Produced by Chattanooga’s Kyle Crownover, who also produced Adeem the Artist’s sublime White Trash Revelry (ND review), Where the Flowers Meet the Dew’s 10 songs explore reincarnation, joy, and 21st-century romance via traditional country waltzes and psych-folk rock songs alike. Throughout, Russell sings with all the grace befitting a former karaoke host and current lapsed Baptist, landing somewhere between the flourish of Chris Stapleton and the grit of Sturgill Simpson.
Opening with the interconnected pair “What You Want Comes to You” and “I Thought I Was the Trees,” Russell introduces himself as a back-home mystic, proclaiming to the trees he’s known that he’s not afraid to die. He strums and sings idyllically of manna on “Milk and Honey,” savvily pairing “hot damn” with “Jesus Christ” while a steel guitar fills the space between.
At first, “Take Me Back to Tennessee” feels like another wistful and wide-eyed country waltz about a mythical youth and the land that held it. The track winds up as less of an out-and-out ode to his home and more of a command to some future self to always return there, in the end. While guitars swell and fall, Crownover allows organist Mr. Jimmy Rowland to supply all the Sunday morning you might want.
Russell saves all his frontman swagger for the second half of the album, beginning fittingly with “Born Again,” a seven-minute spaced-out psych-country romp. Russell lets the band loose here, and Crownover celebrates the resultant mischief, allowing for rising Knoxville guitarist Jake Smith to stretch out and run over this fuzzy new-age hymn.

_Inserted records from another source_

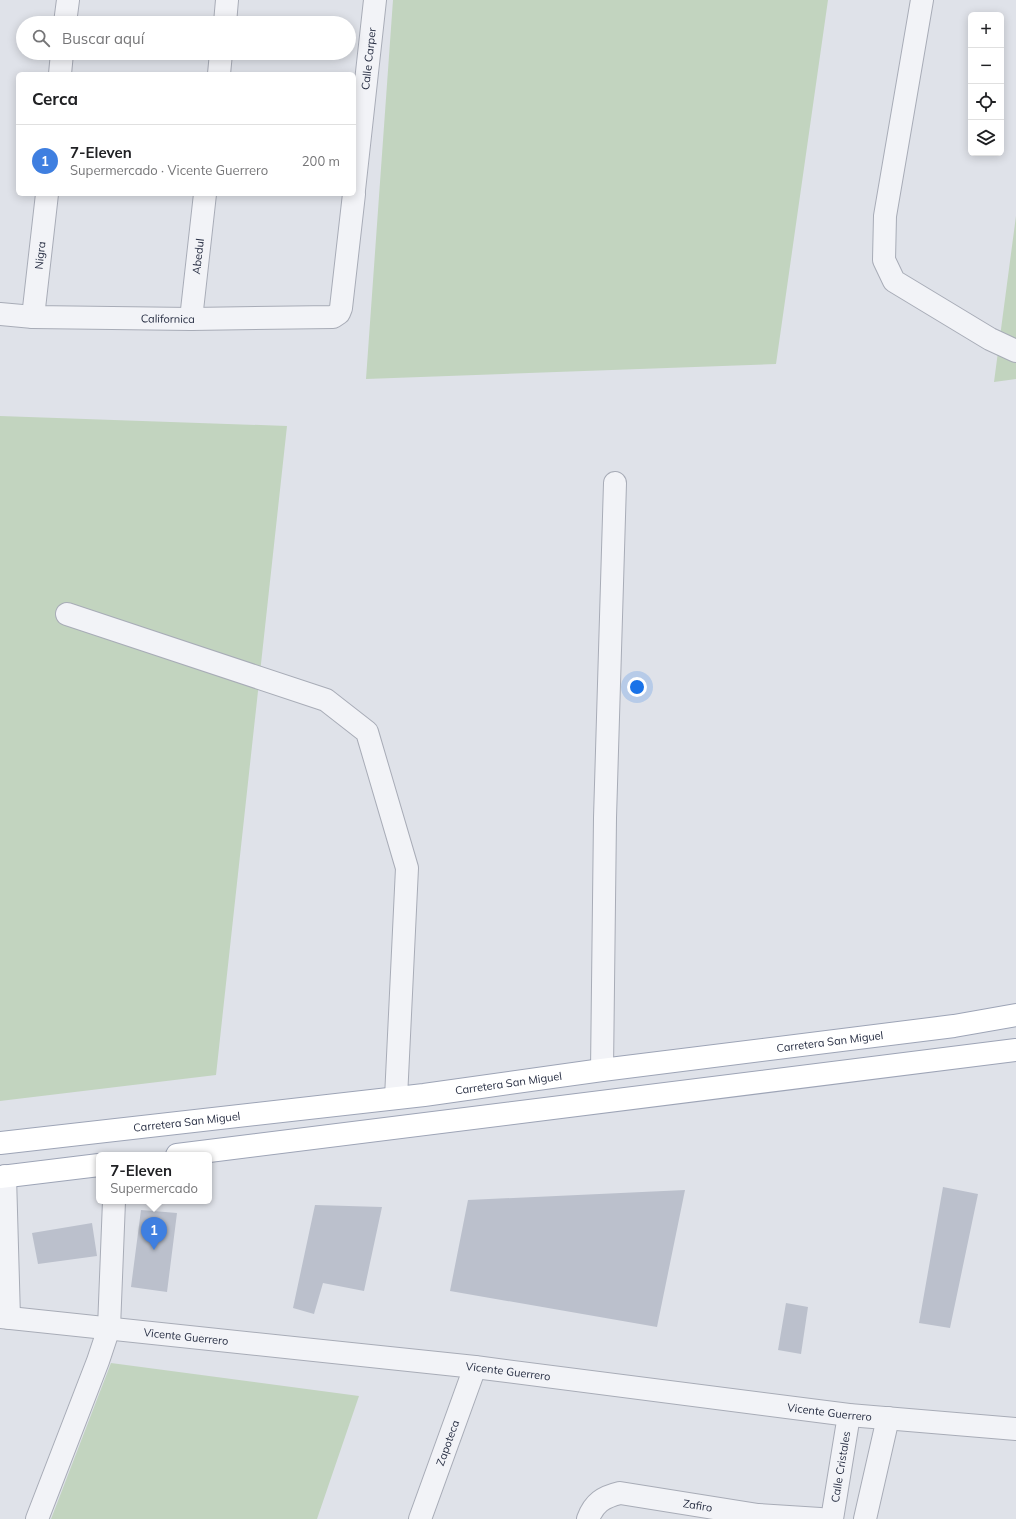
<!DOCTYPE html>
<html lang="es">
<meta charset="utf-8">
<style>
:root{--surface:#fff;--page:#f2f2f2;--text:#202124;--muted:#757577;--line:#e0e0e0;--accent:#d83a41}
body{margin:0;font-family:Mulish,sans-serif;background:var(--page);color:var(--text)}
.controls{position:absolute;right:12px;top:12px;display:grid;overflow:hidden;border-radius:6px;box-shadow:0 2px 10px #0003}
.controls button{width:36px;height:36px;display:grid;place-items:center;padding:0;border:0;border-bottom:1px solid var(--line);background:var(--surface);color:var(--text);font:20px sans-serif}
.you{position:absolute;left:637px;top:687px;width:14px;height:14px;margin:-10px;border:3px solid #fff;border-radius:50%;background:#1a73e8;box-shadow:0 0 0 6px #1a73e833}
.badge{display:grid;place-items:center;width:26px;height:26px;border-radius:50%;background:var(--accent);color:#fff;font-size:13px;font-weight:700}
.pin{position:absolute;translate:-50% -33px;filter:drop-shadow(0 1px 2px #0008)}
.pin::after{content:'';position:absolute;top:21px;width:14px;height:12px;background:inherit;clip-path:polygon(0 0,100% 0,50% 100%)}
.popup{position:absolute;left:96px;top:1152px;width:116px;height:52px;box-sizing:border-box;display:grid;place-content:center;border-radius:6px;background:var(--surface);filter:drop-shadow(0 1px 3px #0005);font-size:13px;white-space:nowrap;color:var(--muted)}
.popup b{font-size:15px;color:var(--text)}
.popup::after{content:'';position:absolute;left:50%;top:100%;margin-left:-8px;border:8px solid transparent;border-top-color:var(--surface)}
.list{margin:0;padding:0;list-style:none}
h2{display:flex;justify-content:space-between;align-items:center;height:52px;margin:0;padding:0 16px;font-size:17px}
h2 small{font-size:13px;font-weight:400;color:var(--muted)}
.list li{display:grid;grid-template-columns:26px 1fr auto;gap:12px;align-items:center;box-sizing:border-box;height:72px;padding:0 16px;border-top:1px solid var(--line)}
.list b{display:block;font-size:15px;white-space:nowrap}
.list p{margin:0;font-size:13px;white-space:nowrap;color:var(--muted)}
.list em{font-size:13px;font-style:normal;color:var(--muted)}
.icon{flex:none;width:22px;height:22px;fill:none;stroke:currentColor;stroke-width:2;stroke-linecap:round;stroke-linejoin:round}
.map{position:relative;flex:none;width:1016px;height:1519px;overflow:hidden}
.search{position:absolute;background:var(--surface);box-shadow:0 2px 10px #0003;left:16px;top:16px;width:340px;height:44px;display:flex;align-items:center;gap:10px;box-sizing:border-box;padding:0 14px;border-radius:22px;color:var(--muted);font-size:15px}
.panel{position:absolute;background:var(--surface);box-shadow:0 2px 10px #0003;left:16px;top:72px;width:340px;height:124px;border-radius:6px}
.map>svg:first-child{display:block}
</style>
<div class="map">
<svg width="1016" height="1519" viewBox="0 0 1016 1519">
<rect width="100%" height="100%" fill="#dfe2e9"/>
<!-- green -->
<path fill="#c2d4bf" d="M393,0h435l-52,364 -410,15z
M1016,216v163l-22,3z
M0,416l287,10 -71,649 -216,26z
M111,1363l248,33 -42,123h-266z"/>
<!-- building -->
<path fill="#bbc0cc" d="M943,1187l35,7 -28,134 -31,-5z
M685,1190l-28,137 -207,-36 18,-91z
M315,1205l67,2 -18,84 -41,-8 -9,31 -21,-6z
M141,1210l36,3 -10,79 -36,-5z
M92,1223l5,33 -59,8 -6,-31z
M786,1303l22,4 -7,47 -23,-4z"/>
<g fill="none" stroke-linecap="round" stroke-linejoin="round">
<defs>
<g id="minor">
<path d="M922,0l-37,216 -1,44 10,21 96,58 26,12"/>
<path d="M65,23l3,-23"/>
<path d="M225,23l2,-23"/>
<path d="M60,74l2,-21"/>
<path d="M219,74l2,-21"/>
<path id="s1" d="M354,190l21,-190"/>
<path id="s2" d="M0,314l33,3 158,2 142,-2 6,-4 2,-5 13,-114"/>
<path id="s3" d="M33,317l14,-123"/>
<path id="s4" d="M191,319l14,-125"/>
<path d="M67,614l259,86 41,32 40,136 -11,230"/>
<path d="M602,1070l3,-252 10,-335"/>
<path d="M5,1176l4,142"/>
<path id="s5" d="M0,1317l475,50 374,48 167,14"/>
<path d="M37,1519l61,-158 11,-33 5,-127"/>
<path id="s6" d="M420,1519l55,-152"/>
<path id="s7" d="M588,1519c6,-16 15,-22 32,-26l138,22 62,4"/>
<path id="s8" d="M832,1519l17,-104"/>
<path d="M865,1519l23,-101"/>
</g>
<g id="major">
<path id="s9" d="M0,1143l424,-48 178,-25 352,-44 62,-11"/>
<path d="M177,1155l839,-105"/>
<path d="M0,1177l99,-12"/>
</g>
</defs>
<!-- minor casing -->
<use href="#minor" stroke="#a8acb7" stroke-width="24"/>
<!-- major casing -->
<use href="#major" stroke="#9da4b6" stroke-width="24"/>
<!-- minor -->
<use href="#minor" stroke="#f2f3f7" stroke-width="22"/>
<!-- major -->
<use href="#major" stroke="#fff" stroke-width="22"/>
</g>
<g text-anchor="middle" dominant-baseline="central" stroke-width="3" stroke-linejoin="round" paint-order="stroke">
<!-- street labels -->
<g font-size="11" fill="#262d42" stroke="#eef1f7">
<text stroke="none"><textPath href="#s1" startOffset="132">Calle Carper</textPath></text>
<text stroke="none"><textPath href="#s3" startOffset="62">Nigra</textPath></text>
<text stroke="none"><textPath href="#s4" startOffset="63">Abedul</textPath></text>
<text stroke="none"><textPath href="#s2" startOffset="168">Californica</textPath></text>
<text stroke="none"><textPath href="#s9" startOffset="836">Carretera San Miguel</textPath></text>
<text stroke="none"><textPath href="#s9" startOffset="512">Carretera San Miguel</textPath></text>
<text stroke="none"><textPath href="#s9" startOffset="188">Carretera San Miguel</textPath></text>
<text stroke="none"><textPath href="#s5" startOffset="187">Vicente Guerrero</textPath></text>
<text stroke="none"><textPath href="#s5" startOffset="511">Vicente Guerrero</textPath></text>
<text stroke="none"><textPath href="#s5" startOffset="835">Vicente Guerrero</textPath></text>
<text stroke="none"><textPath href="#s6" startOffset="81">Zapoteca</textPath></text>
<text stroke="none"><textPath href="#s8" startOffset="53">Calle Cristales</textPath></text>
<text stroke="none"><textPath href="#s7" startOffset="122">Zafiro</textPath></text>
</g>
</g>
</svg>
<div class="controls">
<button>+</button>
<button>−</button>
<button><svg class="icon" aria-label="locate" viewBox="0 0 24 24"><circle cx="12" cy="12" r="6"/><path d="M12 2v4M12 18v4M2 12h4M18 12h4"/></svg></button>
<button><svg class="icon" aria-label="layers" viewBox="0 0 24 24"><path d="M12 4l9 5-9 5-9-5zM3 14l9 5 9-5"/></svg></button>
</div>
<div class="you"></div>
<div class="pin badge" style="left:154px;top:1250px;background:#3f7fe0">1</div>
<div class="popup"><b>7-Eleven</b>Supermercado</div>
<div class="search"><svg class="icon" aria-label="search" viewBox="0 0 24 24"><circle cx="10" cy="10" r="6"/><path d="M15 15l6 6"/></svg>Buscar aquí</div>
<section class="panel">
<h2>Cerca<small></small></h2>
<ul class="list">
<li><span class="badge" style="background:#3f7fe0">1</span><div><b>7-Eleven</b><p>Supermercado · Vicente Guerrero</p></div><em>200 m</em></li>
</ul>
</section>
</div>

From the synth-pop snare drum of “Playing House” to the neotraditional wry country humor of “Playing House” and “Back to Dirt,” Russell showcases the true range of his sonic ambitions. On the latter tune, Russell preaches that “God’s copy and pasting / reincarnation / It all comes back around.”
With “Nothin’ to Haul,” he calls out all the faux cowboys driving lift-kit trucks, listening to country radio, and forever propping up Nashville’s Music Row.
There’s a man on every street
With a dip in his cheek and a toothpick in his teeth
Jamming a song about Alabama
By a dude from Santa Ana
Man he’s almost got the accent down
Where the Flowers Meet the Dew is the rare debut album that’s sincere all the way through, made up of songs about muscadine wine and stones in the river getting “bowled over” until they’re only just slivers. Russell longs to live in a world where you can earnestly miss your papaw and even unironically imagine a lover “that puts on Maybelline.” There’s an awful lot of self-reflection here for a first album, and that’s Russell’s greatest achievement on Where the Flowers Meet the Dew: singing impassioned country songs that feel at once uniquely modern and conventionally timeless.
Where the Flowers Meet the Dew is out Dec. 1 via Thirty Tigers.